▸ What you will do
Throughout the entries below, report every line where "stream" is found.

(Stored data)
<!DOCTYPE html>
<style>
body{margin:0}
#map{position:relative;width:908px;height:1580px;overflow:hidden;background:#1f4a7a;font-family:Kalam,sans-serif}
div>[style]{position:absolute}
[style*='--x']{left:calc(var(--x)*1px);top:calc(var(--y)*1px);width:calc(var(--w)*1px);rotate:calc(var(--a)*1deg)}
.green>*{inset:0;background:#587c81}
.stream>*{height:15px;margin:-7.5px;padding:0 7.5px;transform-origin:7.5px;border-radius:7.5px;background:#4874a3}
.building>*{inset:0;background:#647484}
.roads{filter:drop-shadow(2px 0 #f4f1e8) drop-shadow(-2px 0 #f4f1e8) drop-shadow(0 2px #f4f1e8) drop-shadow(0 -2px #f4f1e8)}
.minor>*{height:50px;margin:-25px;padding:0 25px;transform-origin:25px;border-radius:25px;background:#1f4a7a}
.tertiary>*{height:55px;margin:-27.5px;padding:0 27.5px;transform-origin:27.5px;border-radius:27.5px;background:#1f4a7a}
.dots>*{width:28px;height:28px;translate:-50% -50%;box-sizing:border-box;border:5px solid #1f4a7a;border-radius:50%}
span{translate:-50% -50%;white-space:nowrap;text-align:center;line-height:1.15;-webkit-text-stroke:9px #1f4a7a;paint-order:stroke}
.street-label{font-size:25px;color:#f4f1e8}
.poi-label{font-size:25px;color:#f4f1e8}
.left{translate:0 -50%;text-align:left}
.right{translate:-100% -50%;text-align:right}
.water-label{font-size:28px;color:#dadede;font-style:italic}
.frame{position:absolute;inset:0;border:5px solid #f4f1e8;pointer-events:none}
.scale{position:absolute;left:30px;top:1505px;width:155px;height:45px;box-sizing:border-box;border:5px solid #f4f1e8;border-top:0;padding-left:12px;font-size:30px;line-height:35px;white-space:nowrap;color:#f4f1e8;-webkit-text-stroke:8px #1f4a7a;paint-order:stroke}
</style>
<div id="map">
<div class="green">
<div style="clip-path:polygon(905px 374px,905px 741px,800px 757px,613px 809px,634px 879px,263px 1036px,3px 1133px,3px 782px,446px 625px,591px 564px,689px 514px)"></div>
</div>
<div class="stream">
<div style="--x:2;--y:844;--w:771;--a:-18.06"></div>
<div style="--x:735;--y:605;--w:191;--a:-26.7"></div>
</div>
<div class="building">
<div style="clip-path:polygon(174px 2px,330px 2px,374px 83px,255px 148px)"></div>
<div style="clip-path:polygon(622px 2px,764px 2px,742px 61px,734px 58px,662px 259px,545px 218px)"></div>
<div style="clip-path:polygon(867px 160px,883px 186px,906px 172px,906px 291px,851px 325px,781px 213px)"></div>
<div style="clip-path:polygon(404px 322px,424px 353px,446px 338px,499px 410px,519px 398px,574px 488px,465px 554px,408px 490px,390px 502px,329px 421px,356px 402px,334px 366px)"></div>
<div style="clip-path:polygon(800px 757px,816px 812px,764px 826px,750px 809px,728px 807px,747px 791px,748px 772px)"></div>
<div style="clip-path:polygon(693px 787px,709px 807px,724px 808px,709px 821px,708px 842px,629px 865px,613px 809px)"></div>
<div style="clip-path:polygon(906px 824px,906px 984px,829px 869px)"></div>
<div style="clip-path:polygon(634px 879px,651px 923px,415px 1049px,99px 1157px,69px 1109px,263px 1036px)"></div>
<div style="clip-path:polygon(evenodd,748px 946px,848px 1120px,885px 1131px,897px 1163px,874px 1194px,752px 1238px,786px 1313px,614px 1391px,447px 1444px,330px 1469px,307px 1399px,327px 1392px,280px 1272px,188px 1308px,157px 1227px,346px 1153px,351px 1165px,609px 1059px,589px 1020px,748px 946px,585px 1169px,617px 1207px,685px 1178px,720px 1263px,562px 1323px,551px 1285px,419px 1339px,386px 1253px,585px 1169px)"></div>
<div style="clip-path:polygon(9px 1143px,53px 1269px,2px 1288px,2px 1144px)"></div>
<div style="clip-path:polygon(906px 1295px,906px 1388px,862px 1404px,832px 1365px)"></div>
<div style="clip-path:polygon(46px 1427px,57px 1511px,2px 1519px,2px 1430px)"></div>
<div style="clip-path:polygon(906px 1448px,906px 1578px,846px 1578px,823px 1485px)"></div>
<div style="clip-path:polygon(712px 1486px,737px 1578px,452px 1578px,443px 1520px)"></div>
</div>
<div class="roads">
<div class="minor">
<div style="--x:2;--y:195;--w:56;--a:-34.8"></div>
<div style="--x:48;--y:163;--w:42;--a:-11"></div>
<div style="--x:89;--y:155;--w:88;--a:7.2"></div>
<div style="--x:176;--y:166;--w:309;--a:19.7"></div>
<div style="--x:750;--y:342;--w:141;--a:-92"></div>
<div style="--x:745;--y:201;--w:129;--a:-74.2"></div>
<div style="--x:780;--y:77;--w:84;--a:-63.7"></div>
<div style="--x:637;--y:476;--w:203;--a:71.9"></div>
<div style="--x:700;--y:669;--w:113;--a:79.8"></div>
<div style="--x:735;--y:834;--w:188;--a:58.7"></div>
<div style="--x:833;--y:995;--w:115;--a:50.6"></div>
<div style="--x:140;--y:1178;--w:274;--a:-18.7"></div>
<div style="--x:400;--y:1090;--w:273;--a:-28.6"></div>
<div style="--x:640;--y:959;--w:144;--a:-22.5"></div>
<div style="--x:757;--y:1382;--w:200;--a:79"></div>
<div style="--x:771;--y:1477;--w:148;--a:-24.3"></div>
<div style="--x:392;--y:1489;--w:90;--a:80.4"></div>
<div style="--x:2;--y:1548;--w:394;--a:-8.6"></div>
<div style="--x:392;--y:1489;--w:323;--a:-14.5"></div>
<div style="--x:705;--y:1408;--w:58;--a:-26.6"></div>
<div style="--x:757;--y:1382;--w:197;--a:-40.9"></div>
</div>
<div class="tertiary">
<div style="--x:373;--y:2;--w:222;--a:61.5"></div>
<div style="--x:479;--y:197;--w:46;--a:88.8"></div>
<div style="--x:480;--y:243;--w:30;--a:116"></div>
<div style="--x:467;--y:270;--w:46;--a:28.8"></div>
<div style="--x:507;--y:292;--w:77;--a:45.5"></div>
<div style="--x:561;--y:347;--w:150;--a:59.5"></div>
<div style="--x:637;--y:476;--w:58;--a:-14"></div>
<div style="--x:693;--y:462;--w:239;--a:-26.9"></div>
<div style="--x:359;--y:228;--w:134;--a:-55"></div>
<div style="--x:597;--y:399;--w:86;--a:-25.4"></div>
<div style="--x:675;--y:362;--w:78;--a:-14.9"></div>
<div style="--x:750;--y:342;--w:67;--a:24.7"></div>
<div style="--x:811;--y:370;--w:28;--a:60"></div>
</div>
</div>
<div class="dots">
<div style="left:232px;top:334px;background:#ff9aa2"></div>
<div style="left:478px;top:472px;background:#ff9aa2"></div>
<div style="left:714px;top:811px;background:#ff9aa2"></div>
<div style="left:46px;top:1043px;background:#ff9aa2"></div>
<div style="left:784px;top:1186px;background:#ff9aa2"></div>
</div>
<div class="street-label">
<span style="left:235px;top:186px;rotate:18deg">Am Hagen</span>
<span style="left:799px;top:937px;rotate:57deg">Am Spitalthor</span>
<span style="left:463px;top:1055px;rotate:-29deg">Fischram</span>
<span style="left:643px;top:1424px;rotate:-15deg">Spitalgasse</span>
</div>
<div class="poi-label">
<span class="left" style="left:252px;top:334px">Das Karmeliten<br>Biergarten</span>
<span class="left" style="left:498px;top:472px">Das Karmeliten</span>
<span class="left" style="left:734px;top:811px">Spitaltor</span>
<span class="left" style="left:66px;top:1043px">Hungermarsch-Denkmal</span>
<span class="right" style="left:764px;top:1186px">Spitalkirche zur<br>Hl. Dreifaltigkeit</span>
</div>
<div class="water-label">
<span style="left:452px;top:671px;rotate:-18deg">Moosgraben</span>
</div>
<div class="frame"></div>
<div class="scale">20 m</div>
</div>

▸ Response box
.stream>*{height:15px;margin:-7.5px;padding:0 7.5px;transform-origin:7.5px;border-radius:7.5px;background:#4874a3}
<div class="stream">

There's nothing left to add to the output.